### Problem
Write the entries out exactly, with the final line being the one containing "position:relative; flex:1; overflow:hidden".
---------- Given data
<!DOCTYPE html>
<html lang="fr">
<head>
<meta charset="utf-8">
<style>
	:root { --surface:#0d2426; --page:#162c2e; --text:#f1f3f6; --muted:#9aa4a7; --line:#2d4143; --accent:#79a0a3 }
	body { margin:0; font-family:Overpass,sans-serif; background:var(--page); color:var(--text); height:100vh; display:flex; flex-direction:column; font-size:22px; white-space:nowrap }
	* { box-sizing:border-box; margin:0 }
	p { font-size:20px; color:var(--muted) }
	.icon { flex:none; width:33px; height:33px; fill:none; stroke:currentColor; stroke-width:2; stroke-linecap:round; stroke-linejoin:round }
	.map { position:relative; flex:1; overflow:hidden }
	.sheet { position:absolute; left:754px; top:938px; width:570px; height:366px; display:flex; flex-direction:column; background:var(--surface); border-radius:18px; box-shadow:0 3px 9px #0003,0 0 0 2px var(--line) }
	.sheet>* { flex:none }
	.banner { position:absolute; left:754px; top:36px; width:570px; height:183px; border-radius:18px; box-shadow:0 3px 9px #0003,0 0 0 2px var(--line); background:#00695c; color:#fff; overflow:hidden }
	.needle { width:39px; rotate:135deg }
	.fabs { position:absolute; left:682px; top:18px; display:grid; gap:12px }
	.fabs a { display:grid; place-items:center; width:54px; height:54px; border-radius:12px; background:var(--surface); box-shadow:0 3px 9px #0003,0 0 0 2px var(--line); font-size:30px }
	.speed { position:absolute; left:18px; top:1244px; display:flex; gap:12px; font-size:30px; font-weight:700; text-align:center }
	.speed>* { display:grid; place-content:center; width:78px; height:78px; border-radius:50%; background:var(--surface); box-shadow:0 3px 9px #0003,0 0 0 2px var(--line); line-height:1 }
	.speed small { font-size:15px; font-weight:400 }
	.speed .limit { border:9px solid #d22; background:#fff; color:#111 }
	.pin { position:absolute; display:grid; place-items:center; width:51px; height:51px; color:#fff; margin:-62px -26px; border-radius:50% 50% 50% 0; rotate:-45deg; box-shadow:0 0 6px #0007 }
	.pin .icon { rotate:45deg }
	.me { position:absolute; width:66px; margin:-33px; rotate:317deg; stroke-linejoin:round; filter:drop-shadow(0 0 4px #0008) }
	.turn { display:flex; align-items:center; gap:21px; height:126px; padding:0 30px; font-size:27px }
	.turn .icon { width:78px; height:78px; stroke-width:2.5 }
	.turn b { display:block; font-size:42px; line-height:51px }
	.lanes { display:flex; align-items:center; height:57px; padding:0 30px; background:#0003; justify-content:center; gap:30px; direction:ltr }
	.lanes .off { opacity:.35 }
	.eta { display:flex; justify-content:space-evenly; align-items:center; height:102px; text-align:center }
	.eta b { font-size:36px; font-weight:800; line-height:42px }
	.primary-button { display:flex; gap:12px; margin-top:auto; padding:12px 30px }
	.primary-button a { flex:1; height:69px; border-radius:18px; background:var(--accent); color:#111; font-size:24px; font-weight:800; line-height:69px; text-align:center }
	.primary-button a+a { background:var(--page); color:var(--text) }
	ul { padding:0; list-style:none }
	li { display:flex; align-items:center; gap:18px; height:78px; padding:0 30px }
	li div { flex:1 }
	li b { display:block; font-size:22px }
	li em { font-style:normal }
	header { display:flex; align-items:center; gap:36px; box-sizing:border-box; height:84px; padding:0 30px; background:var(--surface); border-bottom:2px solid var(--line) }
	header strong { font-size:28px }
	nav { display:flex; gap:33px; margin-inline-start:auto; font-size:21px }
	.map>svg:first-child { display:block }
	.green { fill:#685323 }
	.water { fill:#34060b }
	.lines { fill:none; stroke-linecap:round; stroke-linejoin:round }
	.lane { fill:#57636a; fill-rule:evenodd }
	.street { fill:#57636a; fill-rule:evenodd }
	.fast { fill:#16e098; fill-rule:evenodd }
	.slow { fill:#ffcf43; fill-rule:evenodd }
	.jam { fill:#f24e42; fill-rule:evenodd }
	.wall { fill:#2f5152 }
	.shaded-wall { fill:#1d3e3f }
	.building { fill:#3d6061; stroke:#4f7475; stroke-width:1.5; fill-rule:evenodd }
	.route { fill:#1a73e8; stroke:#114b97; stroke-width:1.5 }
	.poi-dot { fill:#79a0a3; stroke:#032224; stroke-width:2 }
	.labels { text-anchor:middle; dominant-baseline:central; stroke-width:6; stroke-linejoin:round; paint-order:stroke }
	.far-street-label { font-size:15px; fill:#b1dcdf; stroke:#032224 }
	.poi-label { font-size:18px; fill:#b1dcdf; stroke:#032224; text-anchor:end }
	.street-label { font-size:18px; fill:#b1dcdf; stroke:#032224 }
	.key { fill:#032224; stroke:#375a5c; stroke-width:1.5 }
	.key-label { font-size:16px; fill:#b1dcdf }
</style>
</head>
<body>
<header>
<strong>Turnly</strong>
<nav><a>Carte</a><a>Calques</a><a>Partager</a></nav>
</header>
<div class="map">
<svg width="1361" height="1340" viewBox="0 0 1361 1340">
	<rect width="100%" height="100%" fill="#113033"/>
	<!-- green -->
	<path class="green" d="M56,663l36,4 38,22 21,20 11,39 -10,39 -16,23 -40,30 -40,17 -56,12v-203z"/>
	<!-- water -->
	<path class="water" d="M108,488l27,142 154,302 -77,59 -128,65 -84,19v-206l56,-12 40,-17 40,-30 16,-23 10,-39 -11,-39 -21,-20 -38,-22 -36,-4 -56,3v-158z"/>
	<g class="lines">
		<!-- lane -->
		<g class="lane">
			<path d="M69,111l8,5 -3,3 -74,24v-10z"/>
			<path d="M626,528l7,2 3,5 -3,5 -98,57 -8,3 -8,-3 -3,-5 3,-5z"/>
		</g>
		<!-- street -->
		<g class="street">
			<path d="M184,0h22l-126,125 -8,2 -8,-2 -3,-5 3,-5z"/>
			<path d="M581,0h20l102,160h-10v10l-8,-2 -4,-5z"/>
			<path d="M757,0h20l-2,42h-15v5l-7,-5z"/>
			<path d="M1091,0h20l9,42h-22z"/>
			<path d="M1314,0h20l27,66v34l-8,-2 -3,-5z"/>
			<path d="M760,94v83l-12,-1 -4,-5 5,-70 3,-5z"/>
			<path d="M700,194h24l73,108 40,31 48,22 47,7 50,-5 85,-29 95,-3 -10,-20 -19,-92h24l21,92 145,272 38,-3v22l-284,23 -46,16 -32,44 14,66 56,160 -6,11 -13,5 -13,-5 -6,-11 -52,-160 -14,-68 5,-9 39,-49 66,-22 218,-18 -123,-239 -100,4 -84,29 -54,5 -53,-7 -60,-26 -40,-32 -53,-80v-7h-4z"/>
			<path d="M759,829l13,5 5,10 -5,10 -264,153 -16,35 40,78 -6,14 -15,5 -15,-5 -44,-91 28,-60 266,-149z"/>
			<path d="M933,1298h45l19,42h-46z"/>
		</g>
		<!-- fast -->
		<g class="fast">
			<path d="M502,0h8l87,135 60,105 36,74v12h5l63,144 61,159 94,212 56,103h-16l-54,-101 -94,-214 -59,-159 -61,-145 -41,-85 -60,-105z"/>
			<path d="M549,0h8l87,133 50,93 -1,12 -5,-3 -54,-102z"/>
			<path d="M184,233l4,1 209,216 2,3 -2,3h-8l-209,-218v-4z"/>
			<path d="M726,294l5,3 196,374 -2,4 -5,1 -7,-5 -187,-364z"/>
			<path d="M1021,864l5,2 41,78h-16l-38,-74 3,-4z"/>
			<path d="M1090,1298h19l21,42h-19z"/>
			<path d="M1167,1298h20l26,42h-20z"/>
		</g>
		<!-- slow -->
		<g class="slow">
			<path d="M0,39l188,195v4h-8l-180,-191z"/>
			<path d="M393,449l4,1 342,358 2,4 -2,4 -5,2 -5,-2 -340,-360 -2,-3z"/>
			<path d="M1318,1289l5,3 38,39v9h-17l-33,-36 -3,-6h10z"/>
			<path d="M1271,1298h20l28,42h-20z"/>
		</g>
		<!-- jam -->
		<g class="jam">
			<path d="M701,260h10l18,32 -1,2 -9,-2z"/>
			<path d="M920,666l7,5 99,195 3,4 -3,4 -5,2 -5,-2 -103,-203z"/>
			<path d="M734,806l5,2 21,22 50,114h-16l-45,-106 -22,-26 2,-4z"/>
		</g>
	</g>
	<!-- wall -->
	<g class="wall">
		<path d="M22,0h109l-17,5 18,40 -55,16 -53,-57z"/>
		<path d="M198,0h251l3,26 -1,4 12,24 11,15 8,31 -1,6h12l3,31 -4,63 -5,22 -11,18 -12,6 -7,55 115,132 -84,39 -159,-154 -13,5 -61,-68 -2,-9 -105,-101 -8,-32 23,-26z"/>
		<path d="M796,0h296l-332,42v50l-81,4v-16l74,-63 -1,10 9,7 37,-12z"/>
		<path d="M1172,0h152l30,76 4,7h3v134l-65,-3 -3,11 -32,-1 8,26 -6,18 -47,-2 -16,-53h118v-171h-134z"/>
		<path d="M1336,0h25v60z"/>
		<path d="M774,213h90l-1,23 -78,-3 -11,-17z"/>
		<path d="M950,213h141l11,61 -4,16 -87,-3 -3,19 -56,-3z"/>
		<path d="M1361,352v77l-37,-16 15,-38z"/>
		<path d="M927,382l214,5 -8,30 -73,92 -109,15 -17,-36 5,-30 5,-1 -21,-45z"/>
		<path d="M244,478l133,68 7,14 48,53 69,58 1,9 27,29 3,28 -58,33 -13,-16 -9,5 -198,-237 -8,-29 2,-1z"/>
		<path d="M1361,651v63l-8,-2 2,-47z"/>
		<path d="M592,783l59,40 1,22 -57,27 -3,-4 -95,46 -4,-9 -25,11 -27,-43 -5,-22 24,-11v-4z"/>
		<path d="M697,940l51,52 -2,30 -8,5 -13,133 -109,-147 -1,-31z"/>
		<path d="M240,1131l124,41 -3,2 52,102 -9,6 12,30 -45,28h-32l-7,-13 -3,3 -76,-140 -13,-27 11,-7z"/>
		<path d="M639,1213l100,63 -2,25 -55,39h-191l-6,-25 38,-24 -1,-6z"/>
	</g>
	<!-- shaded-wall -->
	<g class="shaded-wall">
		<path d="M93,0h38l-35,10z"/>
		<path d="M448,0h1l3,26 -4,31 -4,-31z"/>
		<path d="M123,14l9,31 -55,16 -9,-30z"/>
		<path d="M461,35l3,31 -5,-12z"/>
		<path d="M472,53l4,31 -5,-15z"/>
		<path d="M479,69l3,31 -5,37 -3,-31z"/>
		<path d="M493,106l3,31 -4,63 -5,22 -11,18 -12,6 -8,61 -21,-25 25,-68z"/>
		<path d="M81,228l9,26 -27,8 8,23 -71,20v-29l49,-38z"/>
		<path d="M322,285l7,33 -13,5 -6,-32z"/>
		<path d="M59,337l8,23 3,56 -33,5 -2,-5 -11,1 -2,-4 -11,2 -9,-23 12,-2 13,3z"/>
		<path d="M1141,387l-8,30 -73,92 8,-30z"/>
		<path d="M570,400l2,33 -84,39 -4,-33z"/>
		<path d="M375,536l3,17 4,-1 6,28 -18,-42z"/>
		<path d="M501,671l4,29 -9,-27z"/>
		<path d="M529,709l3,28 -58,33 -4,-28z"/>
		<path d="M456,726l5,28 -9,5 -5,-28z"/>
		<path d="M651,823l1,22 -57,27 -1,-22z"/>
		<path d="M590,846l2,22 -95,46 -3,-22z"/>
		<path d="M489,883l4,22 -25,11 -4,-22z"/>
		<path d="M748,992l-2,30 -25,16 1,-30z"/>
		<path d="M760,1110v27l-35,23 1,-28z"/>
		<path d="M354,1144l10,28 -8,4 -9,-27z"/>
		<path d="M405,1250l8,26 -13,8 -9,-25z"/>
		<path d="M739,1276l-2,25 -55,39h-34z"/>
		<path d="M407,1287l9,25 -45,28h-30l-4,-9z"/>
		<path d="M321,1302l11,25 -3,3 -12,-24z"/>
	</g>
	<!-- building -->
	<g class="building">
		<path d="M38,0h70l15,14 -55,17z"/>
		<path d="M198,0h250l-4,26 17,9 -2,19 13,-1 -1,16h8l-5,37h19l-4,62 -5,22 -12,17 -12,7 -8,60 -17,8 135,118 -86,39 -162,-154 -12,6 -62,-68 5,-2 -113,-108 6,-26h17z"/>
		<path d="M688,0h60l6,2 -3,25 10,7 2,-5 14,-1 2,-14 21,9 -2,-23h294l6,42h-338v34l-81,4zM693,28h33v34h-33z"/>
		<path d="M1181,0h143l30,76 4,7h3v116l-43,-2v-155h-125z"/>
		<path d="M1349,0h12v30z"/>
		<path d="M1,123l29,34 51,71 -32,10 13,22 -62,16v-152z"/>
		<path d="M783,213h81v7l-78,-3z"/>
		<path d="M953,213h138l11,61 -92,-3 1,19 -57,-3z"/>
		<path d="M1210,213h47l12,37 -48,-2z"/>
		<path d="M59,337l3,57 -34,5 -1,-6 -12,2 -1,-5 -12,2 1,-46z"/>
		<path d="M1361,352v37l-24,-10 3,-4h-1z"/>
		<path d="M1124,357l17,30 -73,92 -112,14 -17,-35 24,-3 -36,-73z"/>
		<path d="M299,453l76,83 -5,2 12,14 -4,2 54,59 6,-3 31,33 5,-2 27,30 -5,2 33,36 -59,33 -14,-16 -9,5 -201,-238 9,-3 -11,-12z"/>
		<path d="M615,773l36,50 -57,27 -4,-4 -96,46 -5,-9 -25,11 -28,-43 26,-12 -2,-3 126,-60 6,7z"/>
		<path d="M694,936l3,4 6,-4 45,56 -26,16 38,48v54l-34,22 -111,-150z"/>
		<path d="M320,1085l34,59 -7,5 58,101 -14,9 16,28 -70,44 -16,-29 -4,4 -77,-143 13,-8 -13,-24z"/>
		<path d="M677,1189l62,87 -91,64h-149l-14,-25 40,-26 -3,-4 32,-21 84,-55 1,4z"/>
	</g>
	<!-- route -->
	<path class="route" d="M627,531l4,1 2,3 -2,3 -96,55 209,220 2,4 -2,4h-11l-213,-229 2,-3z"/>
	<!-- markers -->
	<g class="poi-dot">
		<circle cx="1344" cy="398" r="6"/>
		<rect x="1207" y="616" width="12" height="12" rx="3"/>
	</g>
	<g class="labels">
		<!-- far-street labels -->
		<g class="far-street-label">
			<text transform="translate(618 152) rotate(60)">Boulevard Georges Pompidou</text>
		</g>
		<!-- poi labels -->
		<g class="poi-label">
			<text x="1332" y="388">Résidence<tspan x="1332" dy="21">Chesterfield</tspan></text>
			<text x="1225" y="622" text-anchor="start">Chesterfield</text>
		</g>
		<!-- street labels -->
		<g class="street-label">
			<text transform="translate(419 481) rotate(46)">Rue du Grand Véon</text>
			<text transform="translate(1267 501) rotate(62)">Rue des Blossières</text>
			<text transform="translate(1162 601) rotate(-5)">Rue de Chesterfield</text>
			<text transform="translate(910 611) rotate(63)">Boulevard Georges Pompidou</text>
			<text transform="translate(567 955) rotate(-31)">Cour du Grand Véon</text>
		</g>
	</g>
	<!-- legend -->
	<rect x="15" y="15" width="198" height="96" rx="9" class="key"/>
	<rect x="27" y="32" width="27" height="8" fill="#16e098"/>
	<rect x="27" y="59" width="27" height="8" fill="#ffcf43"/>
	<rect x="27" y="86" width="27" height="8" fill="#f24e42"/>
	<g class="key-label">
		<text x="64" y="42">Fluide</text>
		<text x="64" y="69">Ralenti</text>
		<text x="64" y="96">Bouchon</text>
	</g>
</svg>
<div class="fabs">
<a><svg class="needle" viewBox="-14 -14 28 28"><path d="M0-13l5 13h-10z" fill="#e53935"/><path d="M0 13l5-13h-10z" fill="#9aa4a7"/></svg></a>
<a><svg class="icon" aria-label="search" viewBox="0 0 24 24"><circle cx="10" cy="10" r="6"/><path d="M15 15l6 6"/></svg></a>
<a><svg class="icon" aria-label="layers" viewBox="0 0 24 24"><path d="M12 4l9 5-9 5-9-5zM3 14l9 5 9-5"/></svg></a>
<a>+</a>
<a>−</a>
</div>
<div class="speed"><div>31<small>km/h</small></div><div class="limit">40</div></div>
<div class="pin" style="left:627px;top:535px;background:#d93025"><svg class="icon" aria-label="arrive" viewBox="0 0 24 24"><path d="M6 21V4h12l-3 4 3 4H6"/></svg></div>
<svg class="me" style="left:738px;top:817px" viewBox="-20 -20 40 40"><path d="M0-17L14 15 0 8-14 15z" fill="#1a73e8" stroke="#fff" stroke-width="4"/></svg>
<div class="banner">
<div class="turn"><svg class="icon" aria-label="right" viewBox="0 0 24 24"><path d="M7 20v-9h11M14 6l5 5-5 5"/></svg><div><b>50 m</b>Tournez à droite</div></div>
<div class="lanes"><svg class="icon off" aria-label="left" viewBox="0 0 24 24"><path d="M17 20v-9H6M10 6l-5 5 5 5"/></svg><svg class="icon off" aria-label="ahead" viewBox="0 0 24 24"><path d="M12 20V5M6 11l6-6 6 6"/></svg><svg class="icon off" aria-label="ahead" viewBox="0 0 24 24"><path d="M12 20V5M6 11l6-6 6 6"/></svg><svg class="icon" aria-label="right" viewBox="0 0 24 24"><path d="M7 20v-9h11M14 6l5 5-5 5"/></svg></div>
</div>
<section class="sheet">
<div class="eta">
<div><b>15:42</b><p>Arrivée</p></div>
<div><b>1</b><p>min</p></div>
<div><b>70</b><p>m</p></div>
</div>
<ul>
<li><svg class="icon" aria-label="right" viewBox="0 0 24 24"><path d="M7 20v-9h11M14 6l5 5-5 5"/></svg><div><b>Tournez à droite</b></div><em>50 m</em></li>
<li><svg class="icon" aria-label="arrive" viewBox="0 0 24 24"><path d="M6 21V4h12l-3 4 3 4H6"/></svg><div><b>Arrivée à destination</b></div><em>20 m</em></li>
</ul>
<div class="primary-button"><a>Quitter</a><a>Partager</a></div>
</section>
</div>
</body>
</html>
--------------------
### Answer below
<!DOCTYPE html>
<html lang="fr">
<head>
<meta charset="utf-8">
<style>
	:root { --surface:#0d2426; --page:#162c2e; --text:#f1f3f6; --muted:#9aa4a7; --line:#2d4143; --accent:#79a0a3 }
	body { margin:0; font-family:Overpass,sans-serif; background:var(--page); color:var(--text); height:100vh; display:flex; flex-direction:column; font-size:22px; white-space:nowrap }
	* { box-sizing:border-box; margin:0 }
	p { font-size:20px; color:var(--muted) }
	.icon { flex:none; width:33px; height:33px; fill:none; stroke:currentColor; stroke-width:2; stroke-linecap:round; stroke-linejoin:round }
	.map { position:relative; flex:1; overflow:hidden }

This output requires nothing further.